Friday, August 15, 2014
Exhibit Hall, Sacramento Convention Center
Meghan Lockwood, Environmental Science, Linfield College, McMinnville, OR
Nancy E. Broshot, Environmental Science, Linfield College, McMinnville, OR
Wes Hanson, Environmental Science, Linfield College, McMinnville, OR
Morgan Yarber, Environmental Science, Linfield College, McMinnville, OR

It is important to understand how expanding human development affects ecological processes in surrounding natural areas. Although researchers have been studying the impact of urbanization on forest structure, few have looked at long-term changes in tree community structure. This study examined changes in the tree community including mortality and recruitment by young trees along an urban-rural land use gradient in an urban, forested park. In 1993, 24 permanent sites were randomly located in Forest Park in Portland, Oregon with one additional site in the Ancient Forest Preserve, a mature forest 4km northwest of Forest Park (called old-growth). The sites were distributed along the perceived urban-rural land use gradient. Three, 250 meter square quadrats were located at each site. All trees within each quadrat were identified to species and the dbh (diameter at breast height) of each tree was measured. Saplings were members of tree species less than 10 cm in diameter but taller than 2 meters, and saplings were members of tree species less than 2 meters in height; basal diameter was measured for saplings. Data were initially collected in 1993. In 2003 and 2013, transects were relocated and measurements taken using the same methods as in 1993.
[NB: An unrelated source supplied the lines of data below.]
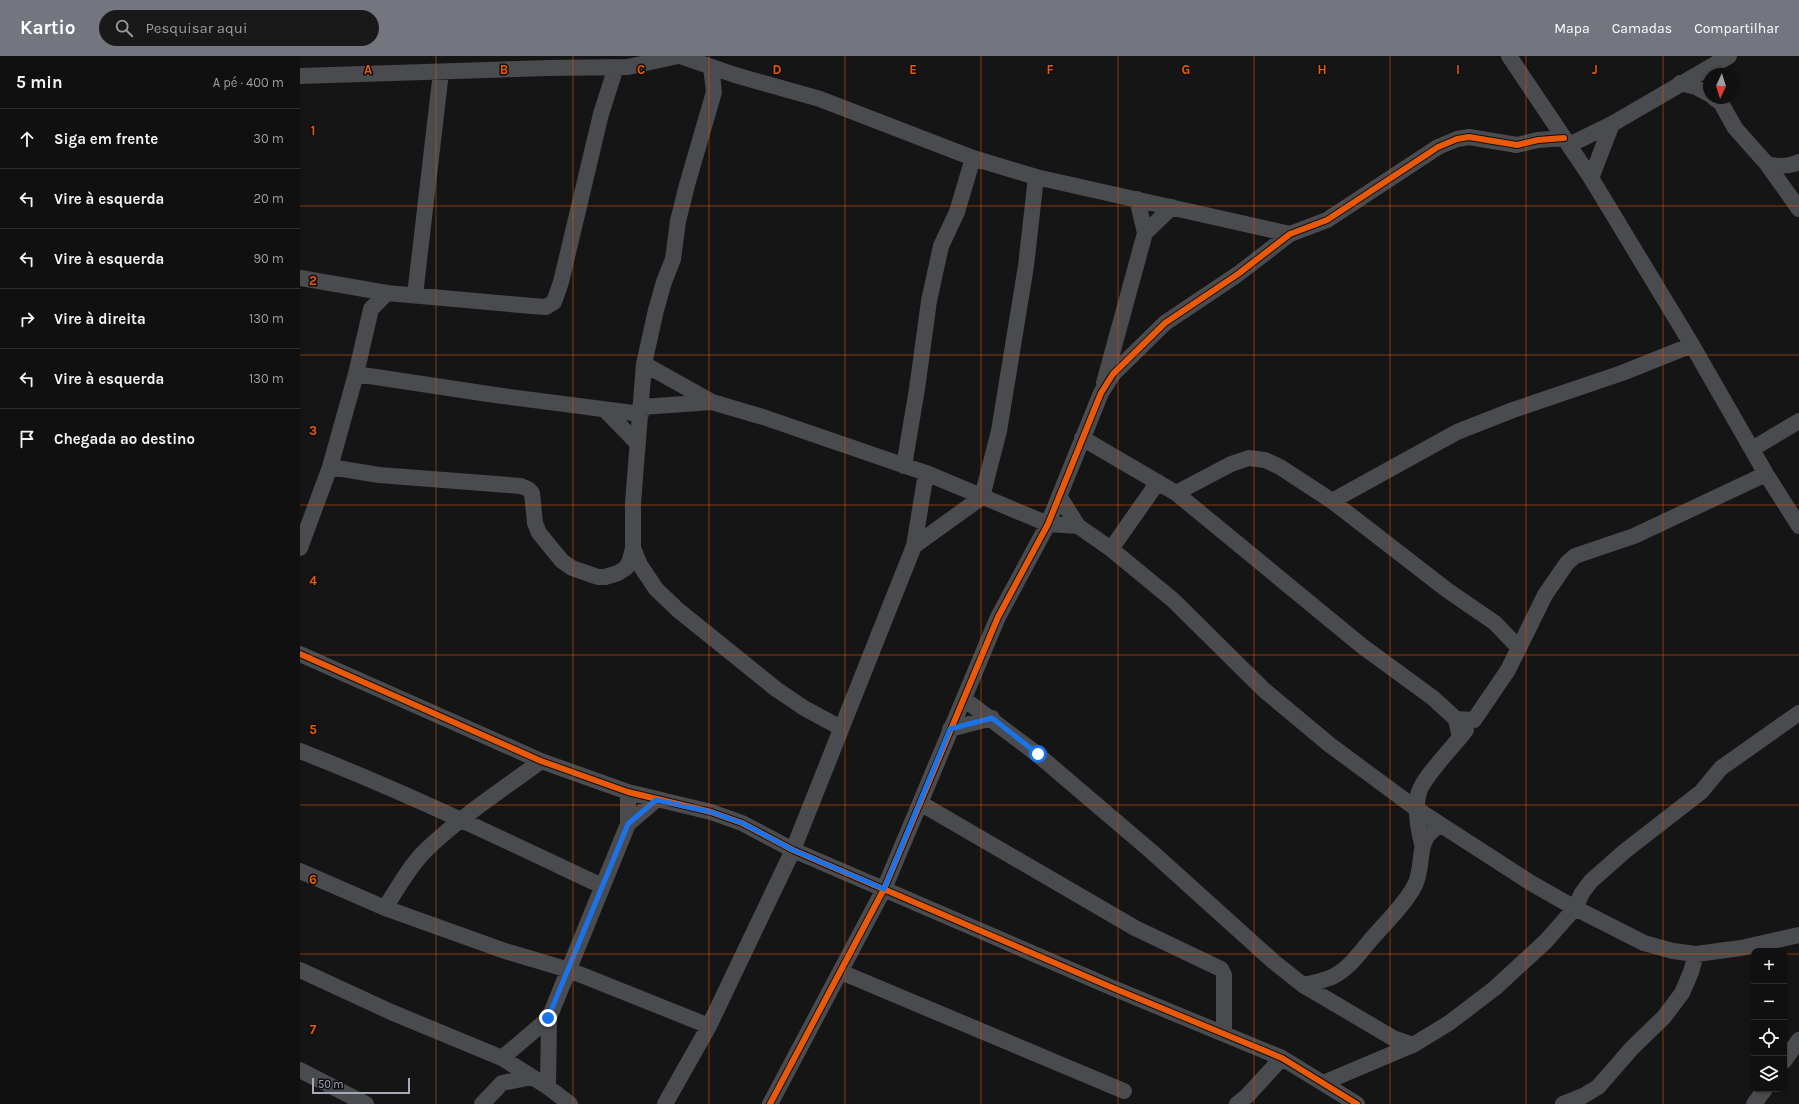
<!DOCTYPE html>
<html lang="pt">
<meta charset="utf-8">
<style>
:root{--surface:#101010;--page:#191919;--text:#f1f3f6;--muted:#9c9d9f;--line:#303030;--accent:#73757f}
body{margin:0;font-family:Karla,sans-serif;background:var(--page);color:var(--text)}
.controls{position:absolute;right:12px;bottom:12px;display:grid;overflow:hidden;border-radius:8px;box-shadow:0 1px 3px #0004}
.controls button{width:36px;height:36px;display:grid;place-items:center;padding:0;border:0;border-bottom:1px solid var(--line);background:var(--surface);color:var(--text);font:20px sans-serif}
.compass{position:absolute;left:1403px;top:12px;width:36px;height:36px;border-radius:50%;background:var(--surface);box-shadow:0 1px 3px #0004;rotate:184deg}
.scale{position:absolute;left:12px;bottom:10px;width:98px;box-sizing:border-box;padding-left:4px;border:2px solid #a5a9b8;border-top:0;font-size:11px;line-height:14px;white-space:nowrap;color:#a5a9b8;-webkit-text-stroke:3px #0f0f11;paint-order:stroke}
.stop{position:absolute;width:12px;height:12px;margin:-9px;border:3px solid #1a73e8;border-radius:50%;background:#fff}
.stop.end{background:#1a73e8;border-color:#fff;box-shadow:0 1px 4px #0008}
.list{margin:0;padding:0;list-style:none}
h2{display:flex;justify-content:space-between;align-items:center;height:52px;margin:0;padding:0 16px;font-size:17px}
h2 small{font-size:13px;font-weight:400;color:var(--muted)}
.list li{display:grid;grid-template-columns:26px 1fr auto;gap:12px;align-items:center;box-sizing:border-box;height:60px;padding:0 16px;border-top:1px solid var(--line)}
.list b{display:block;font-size:15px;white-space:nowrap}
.list em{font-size:13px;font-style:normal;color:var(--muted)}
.icon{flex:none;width:22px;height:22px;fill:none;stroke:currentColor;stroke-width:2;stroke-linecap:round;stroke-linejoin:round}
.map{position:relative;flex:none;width:1499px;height:1048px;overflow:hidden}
header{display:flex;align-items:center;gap:24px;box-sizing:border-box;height:56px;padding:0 20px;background:var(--accent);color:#fff}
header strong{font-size:19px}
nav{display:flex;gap:22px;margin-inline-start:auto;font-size:14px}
.search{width:280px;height:36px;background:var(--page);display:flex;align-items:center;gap:10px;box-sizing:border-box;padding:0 14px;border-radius:22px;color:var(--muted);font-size:15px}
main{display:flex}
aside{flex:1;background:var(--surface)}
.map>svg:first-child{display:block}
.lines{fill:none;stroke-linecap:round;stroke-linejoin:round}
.minor{stroke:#494b4e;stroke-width:16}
.cycleway-casing{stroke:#0f0f11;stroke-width:8}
.cycleway{stroke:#e8590c;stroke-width:6}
.route{stroke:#1a73e8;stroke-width:5}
.grid{fill:none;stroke:#e8590c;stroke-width:1;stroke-opacity:0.55}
.grid-label{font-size:13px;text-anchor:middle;font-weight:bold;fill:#e8590c;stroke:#0f0f11;stroke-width:3;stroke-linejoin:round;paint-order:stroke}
</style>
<header>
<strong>Kartio</strong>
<div class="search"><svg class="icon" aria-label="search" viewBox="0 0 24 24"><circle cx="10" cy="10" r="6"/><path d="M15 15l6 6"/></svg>Pesquisar aqui</div>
<nav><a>Mapa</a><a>Camadas</a><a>Compartilhar</a></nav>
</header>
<main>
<aside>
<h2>5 min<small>A pé · 400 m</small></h2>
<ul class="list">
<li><svg class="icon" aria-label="ahead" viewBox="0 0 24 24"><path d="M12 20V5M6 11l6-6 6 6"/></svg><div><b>Siga em frente</b></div><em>30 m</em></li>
<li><svg class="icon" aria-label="left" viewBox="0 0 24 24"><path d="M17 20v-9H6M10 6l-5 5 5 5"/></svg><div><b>Vire à esquerda</b></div><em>20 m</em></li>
<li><svg class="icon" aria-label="left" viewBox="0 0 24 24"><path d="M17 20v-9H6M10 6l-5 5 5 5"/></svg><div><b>Vire à esquerda</b></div><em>90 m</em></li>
<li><svg class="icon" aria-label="right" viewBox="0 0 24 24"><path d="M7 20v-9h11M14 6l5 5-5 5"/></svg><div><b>Vire à direita</b></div><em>130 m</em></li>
<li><svg class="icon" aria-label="left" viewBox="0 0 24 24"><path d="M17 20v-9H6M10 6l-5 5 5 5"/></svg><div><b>Vire à esquerda</b></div><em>130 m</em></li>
<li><svg class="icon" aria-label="arrive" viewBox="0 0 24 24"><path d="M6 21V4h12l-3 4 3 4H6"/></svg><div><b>Chegada ao destino</b></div></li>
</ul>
</aside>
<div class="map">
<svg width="1499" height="1048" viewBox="0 0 1499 1048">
<rect width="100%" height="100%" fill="#151515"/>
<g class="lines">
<path class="minor" d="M380,0L435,19L520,43L673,102L736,121L990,178
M1209,0L1291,122L1392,289L1466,418L1499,470
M0,20L248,12L328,11L378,0
M1380,27L1396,31L1409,38
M1414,42L1421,47L1435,72L1467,108L1499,153
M1269,89L1312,68L1429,0
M1467,108C1479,111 1488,111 1499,106
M1291,122L1312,68
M845,177L872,151
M0,222L87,237L232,250L246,251L254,246L261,226L301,58L316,11
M115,239L141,16
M344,308L412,346L463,361L626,417L748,468L778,470
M56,318L195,339L341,358
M804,327L845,177L837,143
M342,351L412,346
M306,355L338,388
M782,382L876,437L1062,590L1133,642L1156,663L1160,682
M1452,393L1499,365
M604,410L617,333L629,245L641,190L657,156L673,102
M30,411L79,419L221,430L228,433L232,437L235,467L239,477L262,505L272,512L298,521H305L318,517L326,512L330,504L333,492V447L344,308L356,254L364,226L373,203L378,165L387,129L414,36L411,11
M876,437L931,408L949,402L965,404L980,411L1032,445L1147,534L1195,567L1218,591
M759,440L778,470L811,493L873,544L964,634L1030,689L1118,754L1231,827L1275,852L1344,887L1373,895L1396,898L1441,892L1499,879
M1032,445L1157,376L1213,354L1322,317L1392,289
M614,490L682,441L699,375L726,210L736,121
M0,492L30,411L56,318L71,253L87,237
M333,492L340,509L356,533L378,554L476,633L504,652L541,672
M811,493L858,426
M0,598L241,705L328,736L411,756L442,767L493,794L813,932L982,1002L1057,1048
M664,643L737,698L852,796L974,906L1003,929L1093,982L1113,989
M1156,663L1174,664L1208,614L1245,539L1267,507L1275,500L1334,480L1466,418
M650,673L692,662
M0,695C103,735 202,783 302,830
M620,747L835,872L921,913L924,919V977
M328,768L356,744
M1122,788C1118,772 1114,752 1119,736C1124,720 1155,689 1166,674
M0,815L85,852L205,895L269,914L409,970
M85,852C97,833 109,811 125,795C160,761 202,734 241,705
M0,914L91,956L202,1002L248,1031L270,1048
M541,916L824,1035
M1003,929C1013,927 1023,925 1032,921C1051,912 1061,894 1075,879C1089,863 1105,848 1115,829C1126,805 1113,784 1141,769
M202,1002L249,962
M1484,1005L1499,984
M0,1014L66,1048
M1023,1027L1113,989L1149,967L1195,932L1246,885L1275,852L1282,837L1291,825L1325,795L1401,736L1421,712L1499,657
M248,1031L249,962L328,768V736
M182,1048L202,1027L232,1021
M365,1048L409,970L493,794L614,490L626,417
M470,1048L584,833L698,561L748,468L801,337L813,318L865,267L938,218L990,178L1027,164L1138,91L1157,83L1169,81L1217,89L1238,84L1264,82
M937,1048L947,1040L982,1002
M1263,1048L1283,1040L1298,1031L1332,992L1364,961L1382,937L1391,916L1396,898
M1454,1048L1465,1033"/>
<g class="cycleway-casing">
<path id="cycleway" d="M0,598L241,705L328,736L411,756L442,767L493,794L813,932L982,1002L1057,1048
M470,1048L584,833L698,561L748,468L801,337L813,318L865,267L938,218L990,178L1027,164L1138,91L1157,83L1169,81L1217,89L1238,84L1264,82"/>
</g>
<use href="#cycleway" class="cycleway"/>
</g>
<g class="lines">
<path class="route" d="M248,962L328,768L356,744L411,756L442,767L493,794L584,833L650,673L692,662L738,698"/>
</g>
<path class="grid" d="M136,0V1048M273,0V1048M409,0V1048M545,0V1048M681,0V1048M818,0V1048M954,0V1048M1090,0V1048M1226,0V1048M1363,0V1048M0,150H1499M0,299H1499M0,449H1499M0,599H1499M0,749H1499M0,898H1454M1484,898H1499"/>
<g class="grid-label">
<text x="68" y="18">A</text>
<text x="204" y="18">B</text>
<text x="341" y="18">C</text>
<text x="477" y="18">D</text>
<text x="613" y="18">E</text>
<text x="750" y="18">F</text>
<text x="886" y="18">G</text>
<text x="1022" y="18">H</text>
<text x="1158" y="18">I</text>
<text x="1295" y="18">J</text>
<text x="13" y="79">1</text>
<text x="13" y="229">2</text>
<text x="13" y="379">3</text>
<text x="13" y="529">4</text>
<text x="13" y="678">5</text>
<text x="13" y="828">6</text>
<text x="13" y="978">7</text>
</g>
</svg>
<div class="controls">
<button>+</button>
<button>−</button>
<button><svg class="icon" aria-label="locate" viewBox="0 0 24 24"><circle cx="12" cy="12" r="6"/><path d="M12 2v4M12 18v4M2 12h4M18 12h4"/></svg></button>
<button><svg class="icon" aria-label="layers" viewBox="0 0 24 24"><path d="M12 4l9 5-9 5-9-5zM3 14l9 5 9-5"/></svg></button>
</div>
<svg class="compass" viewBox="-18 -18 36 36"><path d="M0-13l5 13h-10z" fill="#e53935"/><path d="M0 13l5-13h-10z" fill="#9c9d9f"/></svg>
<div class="scale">50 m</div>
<div class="stop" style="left:738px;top:698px"></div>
<div class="stop end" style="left:248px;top:962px"></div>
</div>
</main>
We found significantly fewer live trees and live saplings in each decade with the highest density in 1993. Although the rate of tree mortality was relatively high in 2003, it appeared to be slowing in 2013. When examined by section of the study area (city, middle, far, old-growth), the far section had significantly more live trees and saplings than did the city section, but there were significantly fewer live trees in all sections of Forest Park in 2013 as compared to 1993. The high rate of tree mortality may be a part of successional processes, but the loss of trees with the concomitant lack of recruitment may lead to a dramatic change in forest structure in the future. Our findings may have important implications for management of Forest Park.